-------- Information shown --------
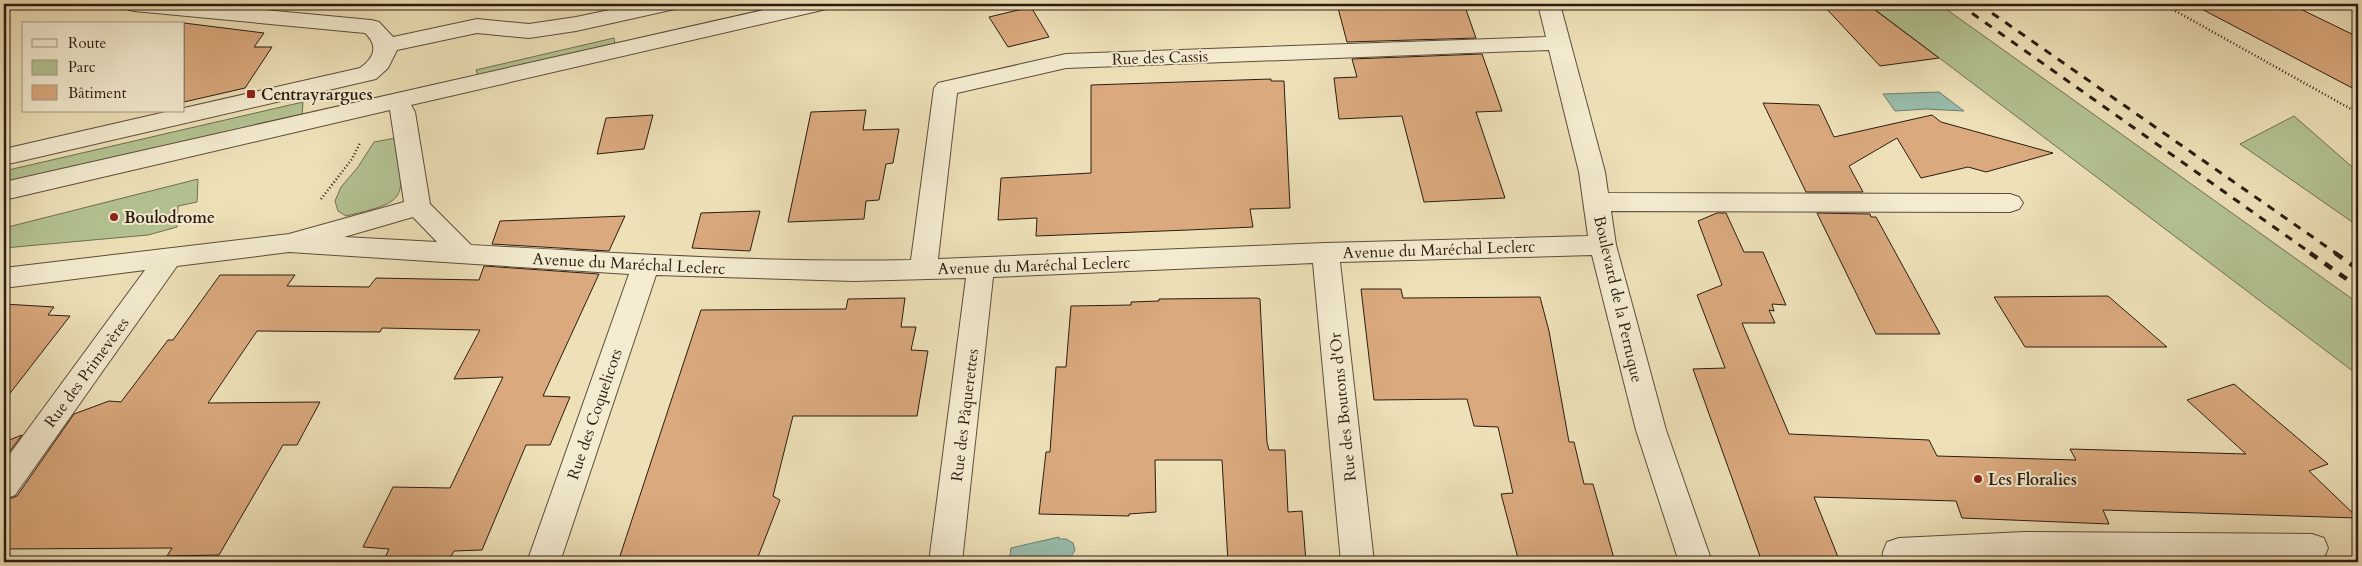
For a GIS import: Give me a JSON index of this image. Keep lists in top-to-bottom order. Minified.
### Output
{"streets":{"street":["Rue des Cassis","Avenue du Maréchal Leclerc","Boulevard de la Perruque","Rue des Primevères","Rue des Boutons d'Or","Rue des Coquelicots","Rue des Pâquerettes"]},"crossings":[["Rue des Cassis","Avenue du Maréchal Leclerc"],["Rue des Cassis","Boulevard de la Perruque"],["Avenue du Maréchal Leclerc","Boulevard de la Perruque"],["Avenue du Maréchal Leclerc","Rue des Primevères"],["Avenue du Maréchal Leclerc","Rue des Boutons d'Or"],["Avenue du Maréchal Leclerc","Rue des Coquelicots"],["Avenue du Maréchal Leclerc","Rue des Pâquerettes"]],"places":{"transit":["Centrayrargues"],"other":["Boulodrome","Les Floralies"]},"legend":["Route","Parc","Bâtiment"]}
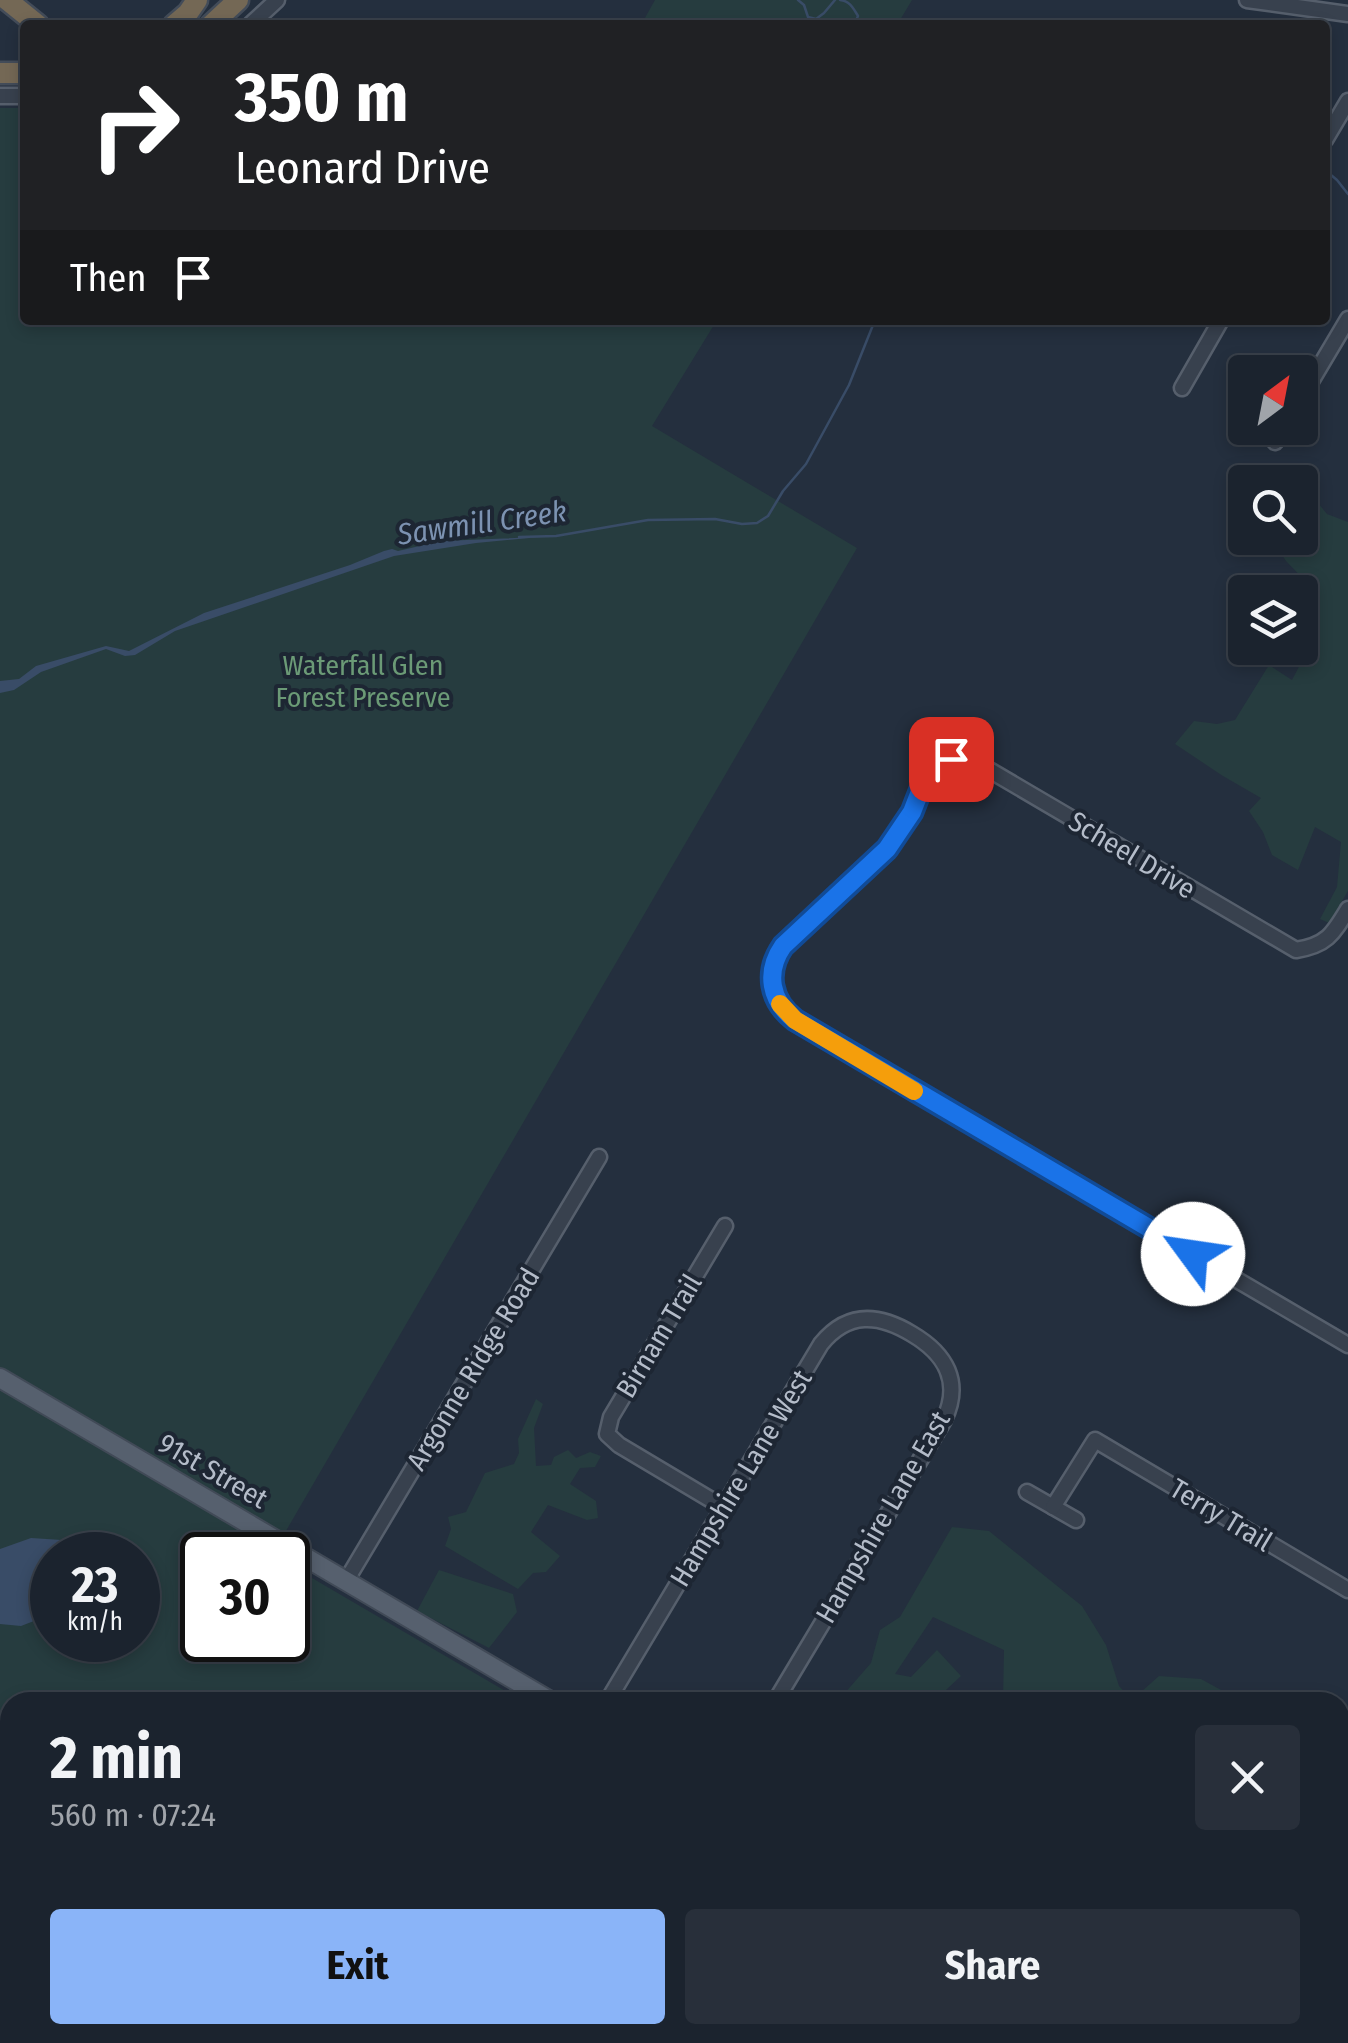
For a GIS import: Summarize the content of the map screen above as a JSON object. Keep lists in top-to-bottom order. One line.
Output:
{"streets":{"main road":["91st Street"],"street":["Scheel Drive","Birnam Trail","Argonne Ridge Road","Hampshire Lane West","Terry Trail","Hampshire Lane East"]},"crossings":[["Birnam Trail","Hampshire Lane West"],["Argonne Ridge Road","91st Street"],["Hampshire Lane West","Hampshire Lane East"]],"water":["Sawmill Creek"],"parks":["Waterfall Glen Forest Preserve"],"north":"top right","page":{"turn":["350 m","Leonard Drive"],"then":"Then","speed":"23 km/h","limit":"30","heading":["2 min","560 m · 07:24"],"buttons":["Exit","Share"]}}
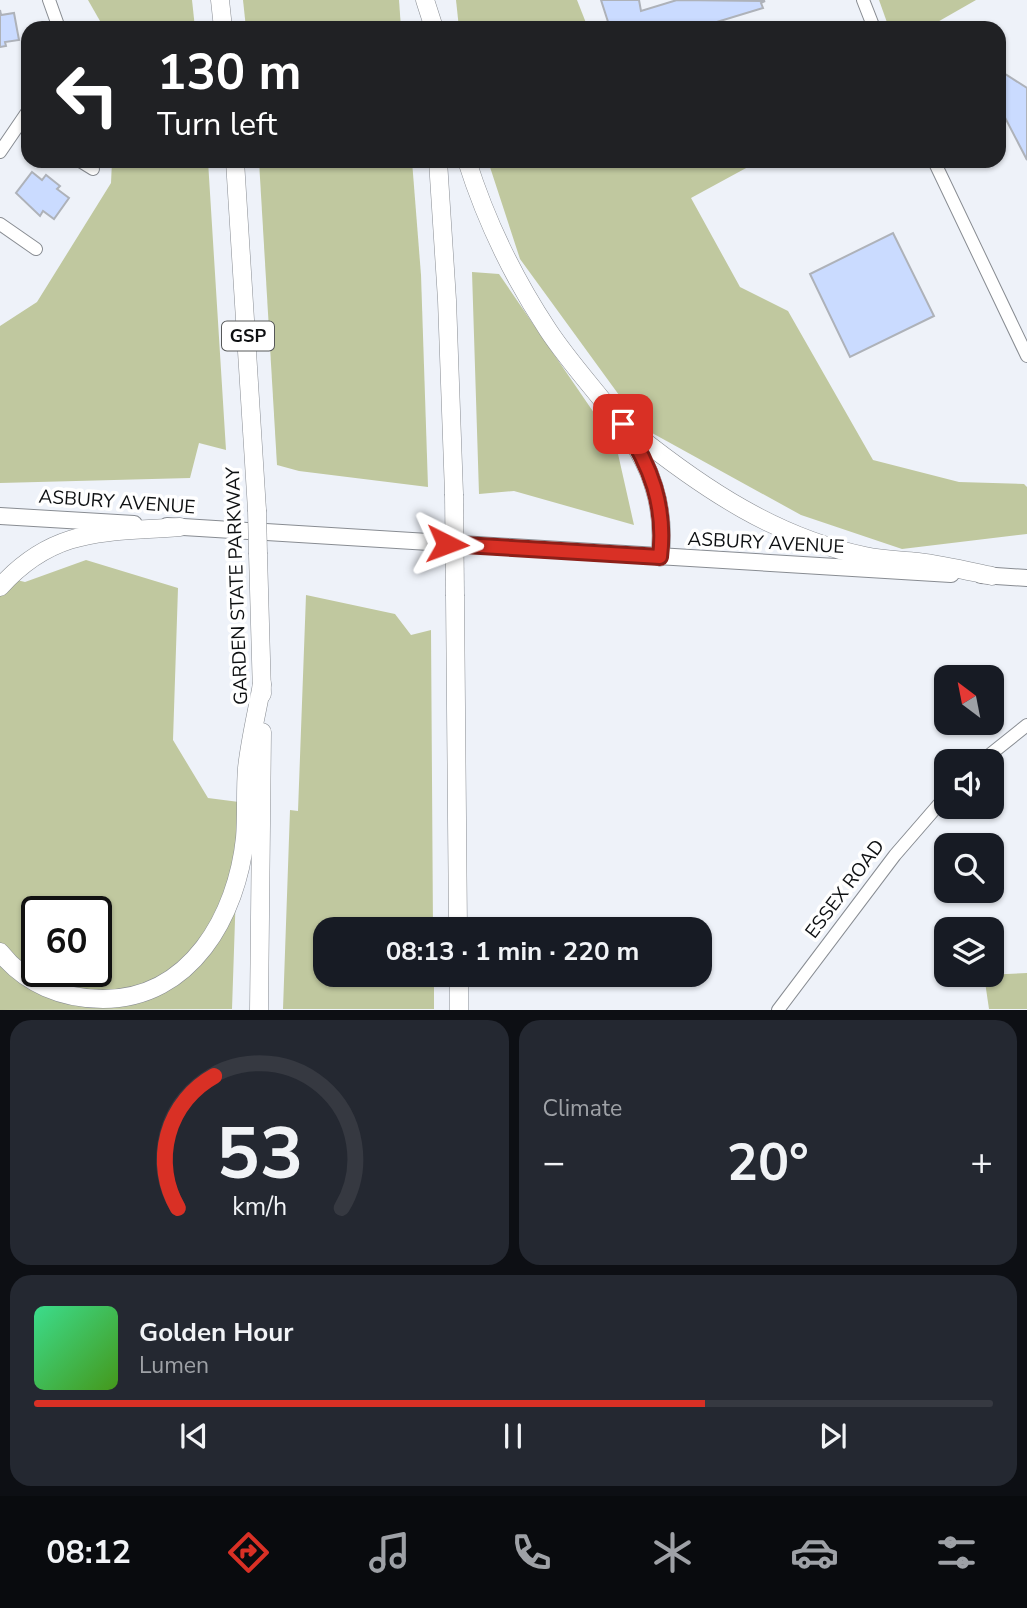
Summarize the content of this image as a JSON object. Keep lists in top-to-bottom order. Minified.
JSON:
{"streets":{"highway":["GSP","GARDEN STATE PARKWAY"],"main road":["ASBURY AVENUE"],"street":["ESSEX ROAD"]},"north":"top left","page":{"turn":["130 m","Turn left"],"limit":"60","trip":"08:13 · 1 min · 220 m","tile":"Climate","heat":["−","20°","+"],"song":["Golden Hour","Lumen"],"tabs":"08:12","gauge":["53","km/h"]}}
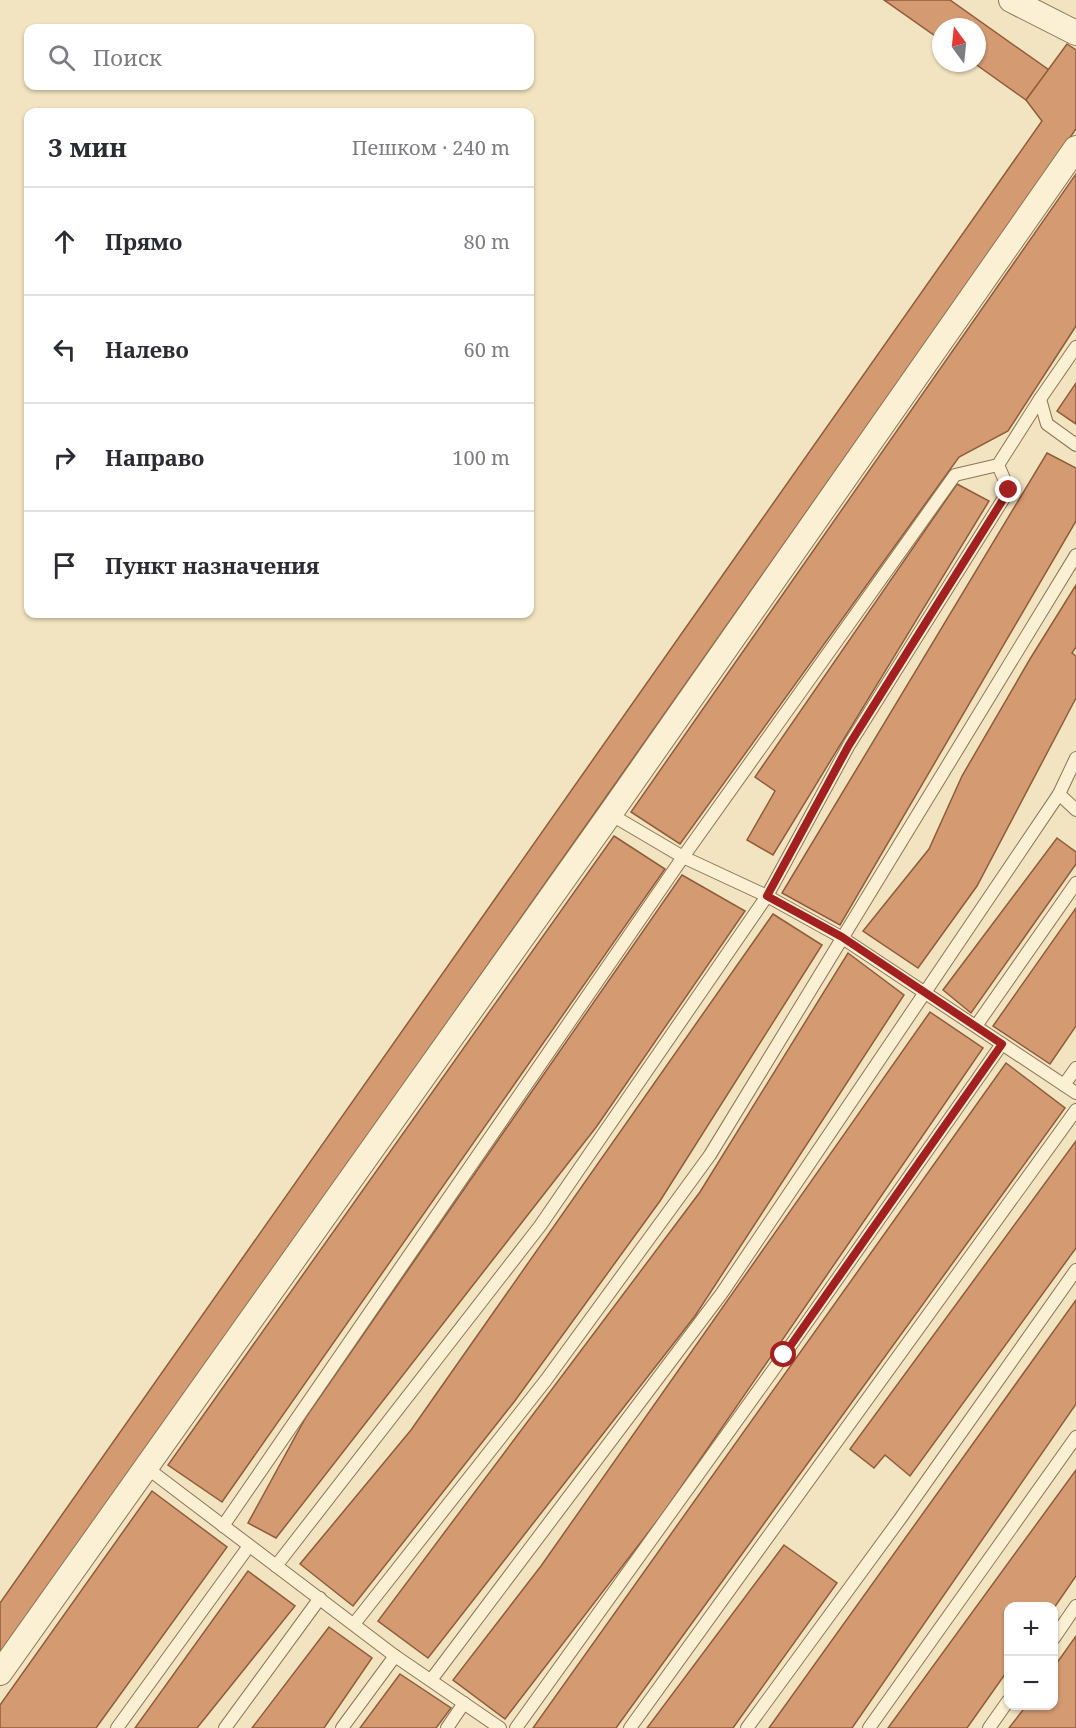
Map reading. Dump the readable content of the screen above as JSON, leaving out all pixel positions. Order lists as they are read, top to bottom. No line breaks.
--------
[Work to complete] Wherever the string "Summarize" appears in a line above, copy that line.

[Task response]
For a GIS import: Summarize the content of the map screen above as a JSON object. Keep lists in top-to-bottom order. One line.
Summarize the content of this image as a JSON object. Keep lists in top-to-bottom order. Minified.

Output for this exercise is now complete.